В лайковой перчатке смуглая рука.

Далеко сияют розовые степи,

Широко синеет тихая река.

Я — беспечный парень. Ничего не надо.

Только б слушать песни — сердцем подпевать,

Только бы струилась легкая прохлада,

Только б не сгибалась молодая стать.

Ручьев:

Прощевай, родная зелень подорожья,

зори, приходящие по ковшам озер,

золотые полосы с недозрелой рожью,

друговой гармоники песенный узор.

И не в размеренно-интонационном ритме, смыкающем эти строки, тайна и суть, а в единородном взгляде на вечное гнездо пращуров — луг, поле, край, как на единую мать, как на единую Россию: только лишь ей и можно до конца исповедаться, только. Да, лишь она и ободрит, выправит, утвердит твое прошлое и твое будущее...

Борис Александрович Ручьев много повидал и пережил, много знал из того, что нам сегодня доступно. Он сидел на пересылке в одной камере с “убийцей” Сергея Мироновича Кирова. Ручьев еще тридцать лет назад рассказал мне — в гибели Кирова замешана женщина... Очень подробно Борис Александрович рассказывал о последних минутах жизни Осипа Мандельштама, уважая его и ценя.

Но в 1983 году я, бороздя Колыму на машинах и самолетах, ища “ручьевские” бараки вместе с писателями Иваном Акуловым и Владимиром Фомичевым, “проговорился” одному северному литератору о кончине Мандельштама, и меня буквально с ума свели звонками, письмами, предложениями, обещаниями и срочными заказами. С тех пор — молчу...
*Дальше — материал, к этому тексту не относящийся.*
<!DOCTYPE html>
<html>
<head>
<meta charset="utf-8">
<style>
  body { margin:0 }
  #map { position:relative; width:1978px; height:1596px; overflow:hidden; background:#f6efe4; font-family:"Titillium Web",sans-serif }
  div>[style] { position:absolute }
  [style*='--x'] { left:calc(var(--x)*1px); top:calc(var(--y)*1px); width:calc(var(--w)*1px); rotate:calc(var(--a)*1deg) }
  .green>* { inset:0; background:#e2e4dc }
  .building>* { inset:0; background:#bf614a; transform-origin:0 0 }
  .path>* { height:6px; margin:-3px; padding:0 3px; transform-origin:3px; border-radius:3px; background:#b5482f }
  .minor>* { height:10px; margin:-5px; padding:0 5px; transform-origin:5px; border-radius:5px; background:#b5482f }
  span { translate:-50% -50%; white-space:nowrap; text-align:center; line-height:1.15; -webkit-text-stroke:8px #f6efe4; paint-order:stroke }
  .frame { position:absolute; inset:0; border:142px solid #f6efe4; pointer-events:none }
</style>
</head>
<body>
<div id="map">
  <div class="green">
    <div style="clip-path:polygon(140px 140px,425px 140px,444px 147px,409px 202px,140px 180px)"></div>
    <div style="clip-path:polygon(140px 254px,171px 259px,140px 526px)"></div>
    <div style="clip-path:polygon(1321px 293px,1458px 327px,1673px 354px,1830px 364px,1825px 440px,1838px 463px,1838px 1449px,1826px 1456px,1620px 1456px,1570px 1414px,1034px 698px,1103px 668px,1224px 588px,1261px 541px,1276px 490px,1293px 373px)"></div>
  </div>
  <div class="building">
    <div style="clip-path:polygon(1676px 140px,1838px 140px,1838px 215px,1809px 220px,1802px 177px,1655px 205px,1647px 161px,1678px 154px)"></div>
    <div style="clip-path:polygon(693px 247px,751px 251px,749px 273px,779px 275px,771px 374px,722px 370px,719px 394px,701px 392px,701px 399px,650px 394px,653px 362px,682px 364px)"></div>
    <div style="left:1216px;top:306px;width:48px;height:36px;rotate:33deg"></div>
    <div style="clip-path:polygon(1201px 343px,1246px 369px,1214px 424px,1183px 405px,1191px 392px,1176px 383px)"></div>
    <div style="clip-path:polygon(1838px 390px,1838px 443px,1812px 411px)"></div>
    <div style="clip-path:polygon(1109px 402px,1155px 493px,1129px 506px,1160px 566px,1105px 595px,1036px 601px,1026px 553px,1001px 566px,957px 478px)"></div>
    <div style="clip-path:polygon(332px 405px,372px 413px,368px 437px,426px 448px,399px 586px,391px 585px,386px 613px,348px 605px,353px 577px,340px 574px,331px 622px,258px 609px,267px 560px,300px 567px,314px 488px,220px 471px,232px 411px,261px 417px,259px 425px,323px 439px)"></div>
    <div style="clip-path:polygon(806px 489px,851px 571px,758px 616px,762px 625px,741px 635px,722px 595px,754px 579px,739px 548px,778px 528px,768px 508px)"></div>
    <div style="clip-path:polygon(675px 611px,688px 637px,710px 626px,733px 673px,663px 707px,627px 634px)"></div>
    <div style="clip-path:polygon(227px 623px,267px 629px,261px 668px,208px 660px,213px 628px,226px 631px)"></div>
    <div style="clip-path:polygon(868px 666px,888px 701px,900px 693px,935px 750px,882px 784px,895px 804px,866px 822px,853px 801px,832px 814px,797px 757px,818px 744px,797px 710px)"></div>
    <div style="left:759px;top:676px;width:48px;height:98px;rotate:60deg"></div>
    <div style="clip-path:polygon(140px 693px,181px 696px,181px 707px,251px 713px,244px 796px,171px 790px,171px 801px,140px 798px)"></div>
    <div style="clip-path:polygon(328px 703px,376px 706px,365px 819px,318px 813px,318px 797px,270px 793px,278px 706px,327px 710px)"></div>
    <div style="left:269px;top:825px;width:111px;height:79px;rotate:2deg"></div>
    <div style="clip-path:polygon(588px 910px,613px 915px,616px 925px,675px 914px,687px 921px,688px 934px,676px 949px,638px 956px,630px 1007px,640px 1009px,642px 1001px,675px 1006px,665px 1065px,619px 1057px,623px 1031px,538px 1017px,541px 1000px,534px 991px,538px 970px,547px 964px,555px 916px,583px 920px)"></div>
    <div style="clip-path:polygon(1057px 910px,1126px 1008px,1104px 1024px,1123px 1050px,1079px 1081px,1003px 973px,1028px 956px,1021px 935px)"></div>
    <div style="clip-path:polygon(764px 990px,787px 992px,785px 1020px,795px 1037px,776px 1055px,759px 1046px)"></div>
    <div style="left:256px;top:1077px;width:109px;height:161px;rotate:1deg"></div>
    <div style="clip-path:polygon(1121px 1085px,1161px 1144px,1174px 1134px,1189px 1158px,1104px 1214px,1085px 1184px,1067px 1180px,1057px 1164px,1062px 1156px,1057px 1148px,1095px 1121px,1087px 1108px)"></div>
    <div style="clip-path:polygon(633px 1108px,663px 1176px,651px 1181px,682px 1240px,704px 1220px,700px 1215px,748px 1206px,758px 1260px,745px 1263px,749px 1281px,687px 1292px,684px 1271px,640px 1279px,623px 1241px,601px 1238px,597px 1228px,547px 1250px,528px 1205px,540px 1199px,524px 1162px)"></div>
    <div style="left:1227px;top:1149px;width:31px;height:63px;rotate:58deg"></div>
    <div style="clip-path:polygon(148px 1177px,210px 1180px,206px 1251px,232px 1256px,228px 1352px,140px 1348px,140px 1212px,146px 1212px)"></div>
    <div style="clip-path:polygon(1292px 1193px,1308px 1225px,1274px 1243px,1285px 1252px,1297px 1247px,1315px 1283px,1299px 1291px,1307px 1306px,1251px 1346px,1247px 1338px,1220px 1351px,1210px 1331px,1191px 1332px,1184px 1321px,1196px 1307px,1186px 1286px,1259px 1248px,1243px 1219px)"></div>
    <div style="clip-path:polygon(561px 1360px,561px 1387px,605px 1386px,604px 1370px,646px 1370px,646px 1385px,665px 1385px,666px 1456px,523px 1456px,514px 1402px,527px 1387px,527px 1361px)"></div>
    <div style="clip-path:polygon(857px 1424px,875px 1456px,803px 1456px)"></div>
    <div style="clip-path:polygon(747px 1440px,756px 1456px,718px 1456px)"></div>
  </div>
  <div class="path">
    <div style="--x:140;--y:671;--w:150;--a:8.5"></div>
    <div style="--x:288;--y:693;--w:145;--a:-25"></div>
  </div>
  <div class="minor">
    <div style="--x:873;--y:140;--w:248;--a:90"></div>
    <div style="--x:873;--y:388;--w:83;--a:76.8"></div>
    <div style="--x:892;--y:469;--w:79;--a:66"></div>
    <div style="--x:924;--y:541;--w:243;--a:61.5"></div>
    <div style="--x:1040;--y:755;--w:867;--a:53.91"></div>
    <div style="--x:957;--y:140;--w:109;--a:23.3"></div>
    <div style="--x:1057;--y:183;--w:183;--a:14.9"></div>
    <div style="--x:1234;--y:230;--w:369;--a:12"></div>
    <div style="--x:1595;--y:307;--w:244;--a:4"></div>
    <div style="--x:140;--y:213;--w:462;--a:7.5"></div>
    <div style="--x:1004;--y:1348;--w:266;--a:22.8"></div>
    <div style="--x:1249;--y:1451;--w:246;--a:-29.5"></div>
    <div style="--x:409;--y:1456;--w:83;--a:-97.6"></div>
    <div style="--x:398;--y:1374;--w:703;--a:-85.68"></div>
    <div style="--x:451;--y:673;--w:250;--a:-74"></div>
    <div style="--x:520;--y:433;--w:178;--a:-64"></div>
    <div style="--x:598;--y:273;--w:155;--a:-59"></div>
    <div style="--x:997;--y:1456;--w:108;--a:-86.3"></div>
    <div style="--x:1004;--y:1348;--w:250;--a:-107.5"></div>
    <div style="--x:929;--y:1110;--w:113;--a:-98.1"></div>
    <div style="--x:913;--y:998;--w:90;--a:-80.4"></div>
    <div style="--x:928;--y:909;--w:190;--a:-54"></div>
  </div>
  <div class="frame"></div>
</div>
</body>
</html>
На Колыме до Бориса Ручьева доползли слухи: в бараке соседнем умер поэт Борис Корнилов. Было раннее зимнее утро. Мороз перестал замечаться людьми — растворился в сером гранитном воздухе Колымы. И сгорбленные по-старушечьи сопки, надышавшись сизо-свинцового мороза, грозно столпились у ворот лагеря.

Ручьев спрыгнул с нар, накинул ватник и выбежал. Лезвиями стальными скрипел снег. Взрыдывали полозья. На дровяных санях — навзничь опрокинутый труп. А на нем — сидит зэк и со свистом стегает тюремную клячу. Увозят мертвого. Ручьев пустился за санями, но рывок — и сани уже за воротами зоны. А на Ручьева охранник повернул штык...

— А Бориса увезли? — допытываюсь.

— Говорят, Валентин, его...

— А не уточнили?..

— Те уточнят, уточнят, личные метрики перепутаешь с ихними!..

Борис Александрович отрицал свое авторство песни “Тякеть, тякёть по Марксу горючая слеза”... Отрицал свое авторство и песни “Я помню тот Ванинский порт и крик парохода угрюмый, как шли мы по трапу на борт в холодные мрачные трюмы”...

Дни на Колыме случаются серебристые-серебристые. Но их свинцовая тяжесть слышна. И когда глядишь в окно самолета с высоты — сопки, сопки, белые, белые: то ли это — старухи, русские осиротелые бабушки в платках белых бредут по льдистой пустыне, то ли это — могилки, могилки, белой вьюгой заметенные, плывут и движутся в русскую вечность.

“Валентин, не ругай Сталина. Не лезь в газетную политическую грязь. Сталин зачем нас, — Ручьев ударял кулаком в грудь, — таких крепких собрал, зачем? Ринулась бы Япония сюда, к нам, вот мы бы ей тут и поддали. Сталин вооружил бы нас — мы и поддали бы. Мы же, политзэки, не предатели, а патриоты, понял? Сталин — не дурак. Сажал не кого попало, а нас, понял?”

Чуть воспаленный, наивный и мудрый, один глаз голубой-голубой, а другой синий-синий, поэт Ручьев преображался: “Лаврентий Берия не доконал нас, мы, Валь, ох и мужики!..”

Мать и отец постарели. Брат погиб на войне. Кто у него еще, кроме любимой Симы? Да, любить ее, живя дома, — одно, а, кайля колымские мерзлоты, — иное. Что, кроме Симы, есть у него? Ладный дом порушила кровавая свора, ненавидящая русский народ. Порушила, как порушила дом Сергея Есенина и дом Павла Васильева, русские гнезда...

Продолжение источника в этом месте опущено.